Mexican Independence Day celebrations in Santa Ana have been celebrated in previous years with an all-day street fair.

Hernandez said the last decade has seen drastic shifts in Santa Ana as cultural celebrations and practices have been eliminated, as well as over 100 small Latino-owned businesses being pushed out of Santa Ana with increased rent being a factor. 

“You can see the increase in a certain kind of younger, more hipster-like events that have been prioritized over cultural events that have been there for years and brought in thousands of people,” Hernandez said. 

She said that events like these create a space for locals and their families to gather and celebrate together. They not only bring the Latino community together, but these celebrations also maintain cultural traditions as they unite people from all over Orange County and outside of it. 

Although the city of Santa Ana’s Fiesta Patrias still includes some cultural elements, in order to make it better suited and adhere to its Latino population, Hernandez suggested it would help if Fiesta Patrias was organized by an event promoter who understands the Latino culture and is better equipped to continue to incorporate cultural traditions in the festival.

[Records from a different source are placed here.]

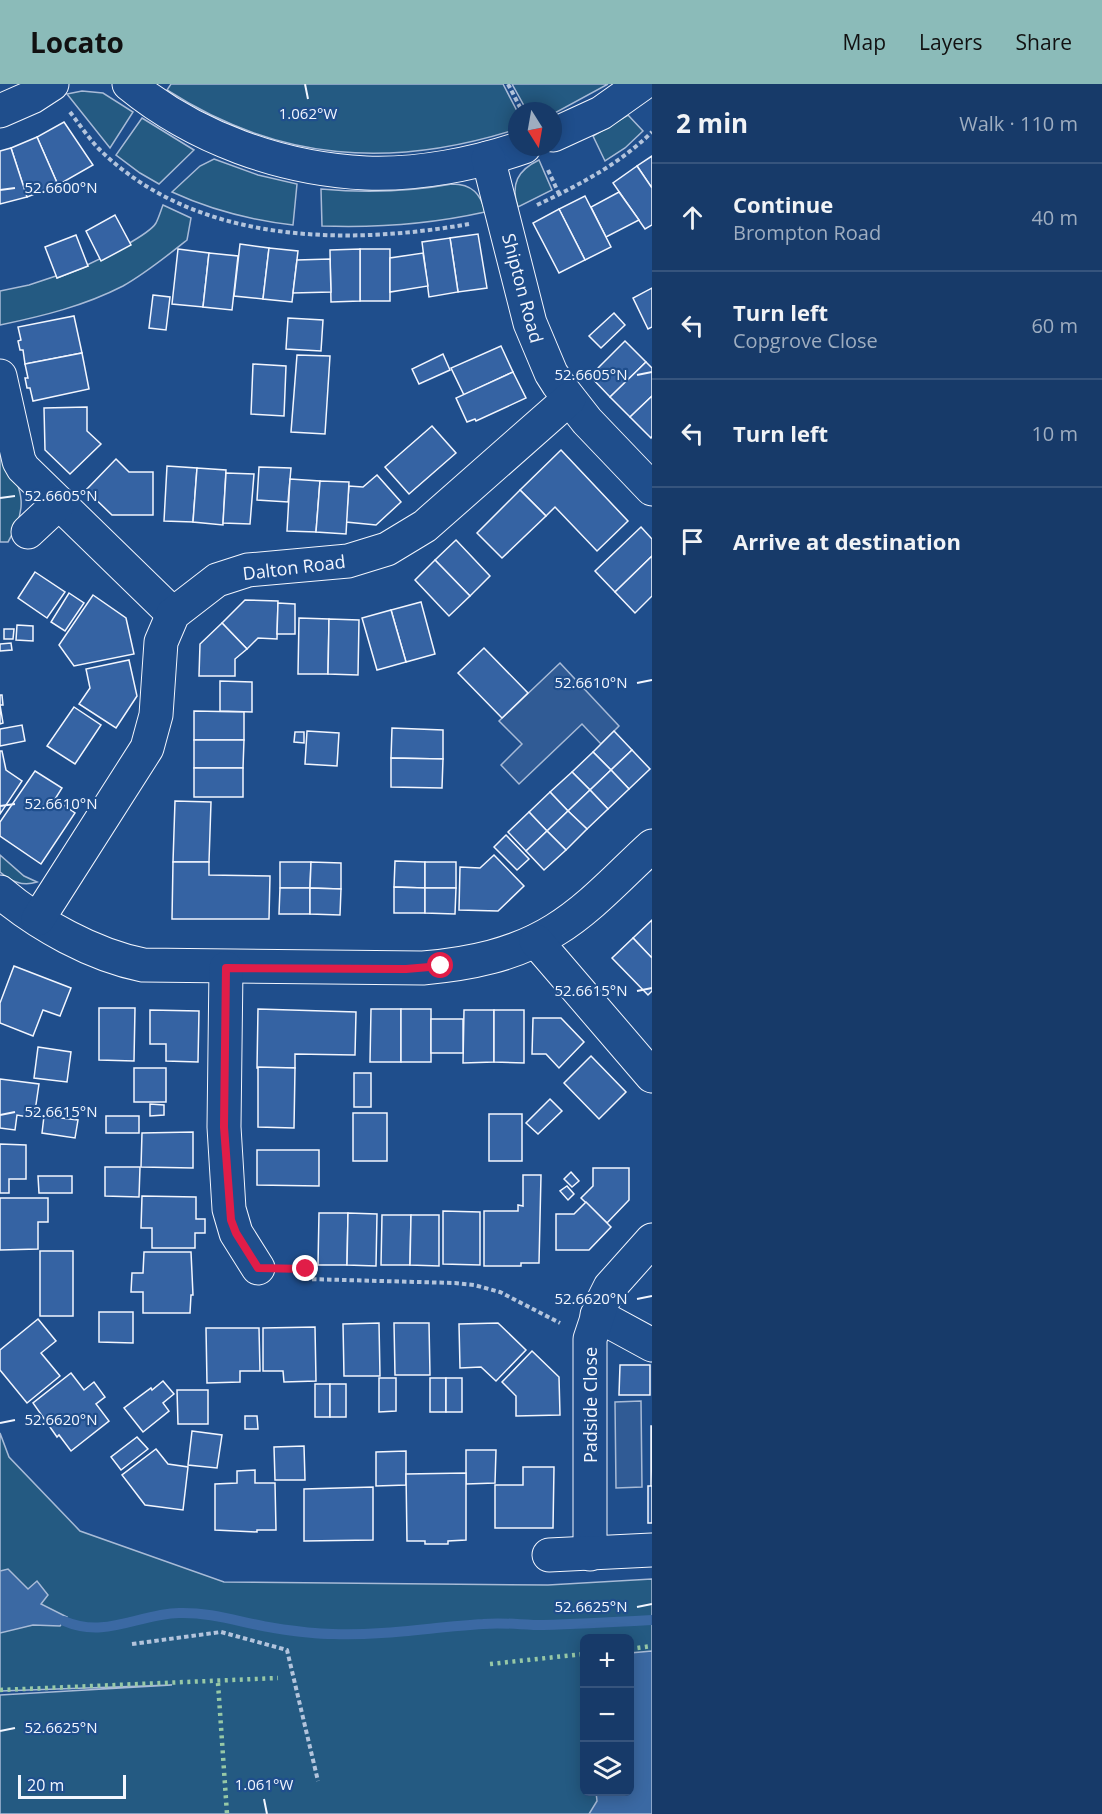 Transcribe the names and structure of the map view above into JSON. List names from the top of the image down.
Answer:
{
  "streets": {
    "street": ["Shipton Road", "Dalton Road", "Padside Close"]
  },
  "crossings": [
    ["Shipton Road", "Dalton Road"]
  ],
  "scale_bar": "20 m",
  "north": "bottom",
  "page": {
    "header": "Locato",
    "nav": ["Map", "Layers", "Share"],
    "heading": ["2 min", "Walk · 110 m"],
    "list": [
      ["Continue", "Brompton Road", "40 m"],
      ["Turn left", "Copgrove Close", "60 m"],
      ["Turn left", "10 m"],
      "Arrive at destination"
    ],
    "map_buttons": ["+", "−"],
    "scale": "20 m"
  },
  "coordinates": [
    "1.062°W",
    "52.6600°N",
    "52.6605°N",
    "52.6610°N",
    "52.6615°N",
    "52.6620°N",
    "52.6625°N",
    "1.061°W"
  ]
}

According to the Register, before the city took over the event, it was originally organized by a commercial promoter that was hired by merchants in the community.

“This is a community-based event,” Hernandez said. “Having an organization that understands the culture and the interests of Santa Ana would be helpful instead of trying to commercialize it.” 

Hernandez said, it requires an organization that “understands it and understands the importance of these events, and how it’s for gathering and to practice traditions.”